(Beginning of DATA RECORDS)

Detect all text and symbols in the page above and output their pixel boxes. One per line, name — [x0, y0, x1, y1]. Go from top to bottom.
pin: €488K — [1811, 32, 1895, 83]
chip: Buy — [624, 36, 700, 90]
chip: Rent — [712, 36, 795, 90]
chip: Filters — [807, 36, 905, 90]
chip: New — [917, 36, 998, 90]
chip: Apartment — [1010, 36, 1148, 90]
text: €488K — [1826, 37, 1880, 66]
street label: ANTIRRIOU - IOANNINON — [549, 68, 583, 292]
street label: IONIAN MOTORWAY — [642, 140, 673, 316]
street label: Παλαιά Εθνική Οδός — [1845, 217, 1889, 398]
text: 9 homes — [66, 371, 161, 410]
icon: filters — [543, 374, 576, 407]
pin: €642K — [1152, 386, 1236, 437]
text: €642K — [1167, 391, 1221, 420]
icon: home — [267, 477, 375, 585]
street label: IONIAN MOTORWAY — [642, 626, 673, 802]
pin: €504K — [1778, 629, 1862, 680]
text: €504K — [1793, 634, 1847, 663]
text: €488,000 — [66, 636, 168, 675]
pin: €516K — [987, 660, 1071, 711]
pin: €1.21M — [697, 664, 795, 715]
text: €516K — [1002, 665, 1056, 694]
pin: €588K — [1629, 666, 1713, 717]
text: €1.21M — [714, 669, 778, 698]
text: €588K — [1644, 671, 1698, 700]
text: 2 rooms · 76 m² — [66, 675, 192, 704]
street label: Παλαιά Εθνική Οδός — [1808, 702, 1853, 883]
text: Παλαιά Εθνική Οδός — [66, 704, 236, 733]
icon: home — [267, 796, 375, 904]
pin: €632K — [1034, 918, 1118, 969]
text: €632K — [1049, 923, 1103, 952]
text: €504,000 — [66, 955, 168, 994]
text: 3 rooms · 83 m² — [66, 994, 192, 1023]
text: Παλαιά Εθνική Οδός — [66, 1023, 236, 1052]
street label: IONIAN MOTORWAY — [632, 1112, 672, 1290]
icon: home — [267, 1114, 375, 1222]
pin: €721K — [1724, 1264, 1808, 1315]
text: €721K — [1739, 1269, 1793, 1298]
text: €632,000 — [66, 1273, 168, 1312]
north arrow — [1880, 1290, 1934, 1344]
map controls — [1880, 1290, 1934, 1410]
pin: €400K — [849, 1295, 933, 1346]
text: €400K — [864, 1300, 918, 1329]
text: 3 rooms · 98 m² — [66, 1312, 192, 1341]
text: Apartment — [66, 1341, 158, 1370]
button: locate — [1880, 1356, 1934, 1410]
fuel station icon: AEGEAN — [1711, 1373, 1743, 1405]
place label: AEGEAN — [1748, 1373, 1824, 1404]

(End of DATA RECORDS)

ABOUT THIS TASK:
Repeat the listing above word for word, with no line missing.

ANSWER TO THIS PROBLEM:
Detect all text and symbols in the page above and output their pixel boxes. One per line, name — [x0, y0, x1, y1]. Go from top to bottom.
pin: €488K — [1811, 32, 1895, 83]
chip: Buy — [624, 36, 700, 90]
chip: Rent — [712, 36, 795, 90]
chip: Filters — [807, 36, 905, 90]
chip: New — [917, 36, 998, 90]
chip: Apartment — [1010, 36, 1148, 90]
text: €488K — [1826, 37, 1880, 66]
street label: ANTIRRIOU - IOANNINON — [549, 68, 583, 292]
street label: IONIAN MOTORWAY — [642, 140, 673, 316]
street label: Παλαιά Εθνική Οδός — [1845, 217, 1889, 398]
text: 9 homes — [66, 371, 161, 410]
icon: filters — [543, 374, 576, 407]
pin: €642K — [1152, 386, 1236, 437]
text: €642K — [1167, 391, 1221, 420]
icon: home — [267, 477, 375, 585]
street label: IONIAN MOTORWAY — [642, 626, 673, 802]
pin: €504K — [1778, 629, 1862, 680]
text: €504K — [1793, 634, 1847, 663]
text: €488,000 — [66, 636, 168, 675]
pin: €516K — [987, 660, 1071, 711]
pin: €1.21M — [697, 664, 795, 715]
text: €516K — [1002, 665, 1056, 694]
pin: €588K — [1629, 666, 1713, 717]
text: €1.21M — [714, 669, 778, 698]
text: €588K — [1644, 671, 1698, 700]
text: 2 rooms · 76 m² — [66, 675, 192, 704]
street label: Παλαιά Εθνική Οδός — [1808, 702, 1853, 883]
text: Παλαιά Εθνική Οδός — [66, 704, 236, 733]
icon: home — [267, 796, 375, 904]
pin: €632K — [1034, 918, 1118, 969]
text: €632K — [1049, 923, 1103, 952]
text: €504,000 — [66, 955, 168, 994]
text: 3 rooms · 83 m² — [66, 994, 192, 1023]
text: Παλαιά Εθνική Οδός — [66, 1023, 236, 1052]
street label: IONIAN MOTORWAY — [632, 1112, 672, 1290]
icon: home — [267, 1114, 375, 1222]
pin: €721K — [1724, 1264, 1808, 1315]
text: €721K — [1739, 1269, 1793, 1298]
text: €632,000 — [66, 1273, 168, 1312]
north arrow — [1880, 1290, 1934, 1344]
map controls — [1880, 1290, 1934, 1410]
pin: €400K — [849, 1295, 933, 1346]
text: €400K — [864, 1300, 918, 1329]
text: 3 rooms · 98 m² — [66, 1312, 192, 1341]
text: Apartment — [66, 1341, 158, 1370]
button: locate — [1880, 1356, 1934, 1410]
fuel station icon: AEGEAN — [1711, 1373, 1743, 1405]
place label: AEGEAN — [1748, 1373, 1824, 1404]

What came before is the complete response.